Et si seulement il n'y avait que ça…Je m'appelle Aphrodite et mes cheveux sont… turquoises ! Je ne pensais pas que l'on pouvait venir au monde avec une telle coloration capillaire, mais visiblement la génétique, c'est décidément compliqué. Surtout si en plus on rajoute mes lèvres roses et mes yeux de biche. Ça aussi, c'est très facile à porter…Surtout quand on vit au quotidien dans un orphelinat où, c'est bien connu, tout le monde est si compréhensif, si mature… Dans celui où j'ai atterris, on te juge uniquement à ton nom et à ton physique, ce qui bien sûr, conduit à se retrouver affublé de tous les surnoms possibles et imaginables. J'ai eu droit au désormais célèbre « Affreux-dite », ce délicat surnom qui me colle à la peau depuis mon enfance. On comprend mieux pourquoi je n'ai jamais pris la peine d'écrire un journal avant d'être subitement arraché à ma Suède natale. Si c'est pour écrire « aujourd'hui on m'a traité de travesti » tout les jours et sur chaque page, ce n'est pas la peine. Et dernière chose, je suis natif du signe des Poissons (10 mars pour les curieux).Selon les classements, il s'agit du pire signe qui soit. Ah vraiment… Niveau physique, j'aurais tout gagné. Personnellement, je ne me considère pas comme particulièrement repoussant. Au contraire, je me trouve très beau. Mais quand on vit en communauté, on s'en fiche pas mal, de ton avis. Et j'en viens encore à me demander pourquoi les autres garçons me fixent d'un air étonné quand j'adresse la parole à une fille. Fichus clichés…
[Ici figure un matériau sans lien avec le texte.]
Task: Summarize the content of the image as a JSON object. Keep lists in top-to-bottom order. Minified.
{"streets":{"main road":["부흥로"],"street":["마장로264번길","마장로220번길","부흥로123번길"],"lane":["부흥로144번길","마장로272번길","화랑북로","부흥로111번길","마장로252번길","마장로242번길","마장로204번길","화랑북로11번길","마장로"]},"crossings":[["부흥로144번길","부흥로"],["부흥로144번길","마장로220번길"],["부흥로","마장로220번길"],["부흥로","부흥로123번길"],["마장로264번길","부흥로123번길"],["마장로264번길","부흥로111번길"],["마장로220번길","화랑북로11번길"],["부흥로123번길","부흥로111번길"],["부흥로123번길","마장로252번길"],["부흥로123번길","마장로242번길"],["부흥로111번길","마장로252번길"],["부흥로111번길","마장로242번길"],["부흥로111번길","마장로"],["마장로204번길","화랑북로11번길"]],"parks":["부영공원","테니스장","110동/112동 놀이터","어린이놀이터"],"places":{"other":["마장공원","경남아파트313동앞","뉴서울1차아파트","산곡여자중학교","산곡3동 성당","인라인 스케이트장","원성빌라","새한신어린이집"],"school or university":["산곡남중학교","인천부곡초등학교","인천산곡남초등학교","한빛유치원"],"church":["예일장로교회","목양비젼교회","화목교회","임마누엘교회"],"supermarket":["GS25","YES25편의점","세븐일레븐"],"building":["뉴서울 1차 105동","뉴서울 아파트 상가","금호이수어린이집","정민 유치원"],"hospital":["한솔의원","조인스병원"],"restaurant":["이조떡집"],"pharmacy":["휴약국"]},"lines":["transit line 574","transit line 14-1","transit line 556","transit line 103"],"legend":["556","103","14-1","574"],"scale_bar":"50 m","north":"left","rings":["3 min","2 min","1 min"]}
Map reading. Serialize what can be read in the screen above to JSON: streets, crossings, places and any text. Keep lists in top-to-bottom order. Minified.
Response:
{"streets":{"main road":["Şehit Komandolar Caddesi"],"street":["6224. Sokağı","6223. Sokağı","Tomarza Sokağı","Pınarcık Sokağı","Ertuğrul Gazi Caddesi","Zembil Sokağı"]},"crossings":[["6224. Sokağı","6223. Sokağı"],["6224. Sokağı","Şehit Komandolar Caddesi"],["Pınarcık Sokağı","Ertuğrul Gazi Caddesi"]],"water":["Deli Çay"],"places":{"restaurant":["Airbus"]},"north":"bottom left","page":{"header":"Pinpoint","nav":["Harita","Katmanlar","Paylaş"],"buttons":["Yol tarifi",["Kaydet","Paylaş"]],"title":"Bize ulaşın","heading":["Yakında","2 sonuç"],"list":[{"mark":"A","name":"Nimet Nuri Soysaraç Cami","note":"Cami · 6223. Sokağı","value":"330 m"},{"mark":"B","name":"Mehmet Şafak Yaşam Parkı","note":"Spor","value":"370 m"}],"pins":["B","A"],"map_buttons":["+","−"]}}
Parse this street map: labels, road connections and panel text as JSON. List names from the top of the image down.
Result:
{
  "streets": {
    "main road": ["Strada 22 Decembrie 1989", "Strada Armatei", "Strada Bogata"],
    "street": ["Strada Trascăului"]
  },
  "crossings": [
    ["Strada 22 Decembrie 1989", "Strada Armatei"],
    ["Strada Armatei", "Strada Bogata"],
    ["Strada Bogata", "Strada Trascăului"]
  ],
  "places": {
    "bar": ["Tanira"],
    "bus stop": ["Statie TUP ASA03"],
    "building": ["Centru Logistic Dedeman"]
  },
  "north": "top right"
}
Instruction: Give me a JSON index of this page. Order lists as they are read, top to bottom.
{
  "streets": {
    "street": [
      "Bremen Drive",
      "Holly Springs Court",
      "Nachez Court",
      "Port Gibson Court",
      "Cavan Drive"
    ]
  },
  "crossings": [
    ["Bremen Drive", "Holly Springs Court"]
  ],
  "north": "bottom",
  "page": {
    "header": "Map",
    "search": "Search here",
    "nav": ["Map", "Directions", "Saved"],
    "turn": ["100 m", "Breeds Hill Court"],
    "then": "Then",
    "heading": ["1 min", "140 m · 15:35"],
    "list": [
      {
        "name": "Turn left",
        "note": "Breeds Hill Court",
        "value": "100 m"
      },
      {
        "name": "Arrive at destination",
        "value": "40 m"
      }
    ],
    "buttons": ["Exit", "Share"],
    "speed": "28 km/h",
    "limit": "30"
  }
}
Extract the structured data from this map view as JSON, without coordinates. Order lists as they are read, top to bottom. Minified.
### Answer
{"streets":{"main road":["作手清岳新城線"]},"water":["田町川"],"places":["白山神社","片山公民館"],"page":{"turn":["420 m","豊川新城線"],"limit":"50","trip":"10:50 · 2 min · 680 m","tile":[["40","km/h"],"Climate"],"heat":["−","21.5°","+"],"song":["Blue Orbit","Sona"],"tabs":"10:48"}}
Bon, à ce rythme là, autant en dire encore plus sur moi. Premièrement, j'adore dessiner. Je suis un peu artiste, et honnêtement, plutôt doué. Deuxièmement, j'ai développé une espèce d'obsession pour les roses, et je ne sais pas vraiment pourquoi. J'aime ces fleurs, c'est tout. Et ça ne m'aide pas vraiment en matière de réputation.Bref, ma vie se résume à insultes quotidiennes et isolement constant. Je n'arrive pas à m'intégrer,et je m'en mords encore les doigts. Pourtant, je ne suis pas particulièrement timide. Je suis plutôt…comment on dit déjà… Introverti, c'est ça. Et ça ne va pas s'arranger.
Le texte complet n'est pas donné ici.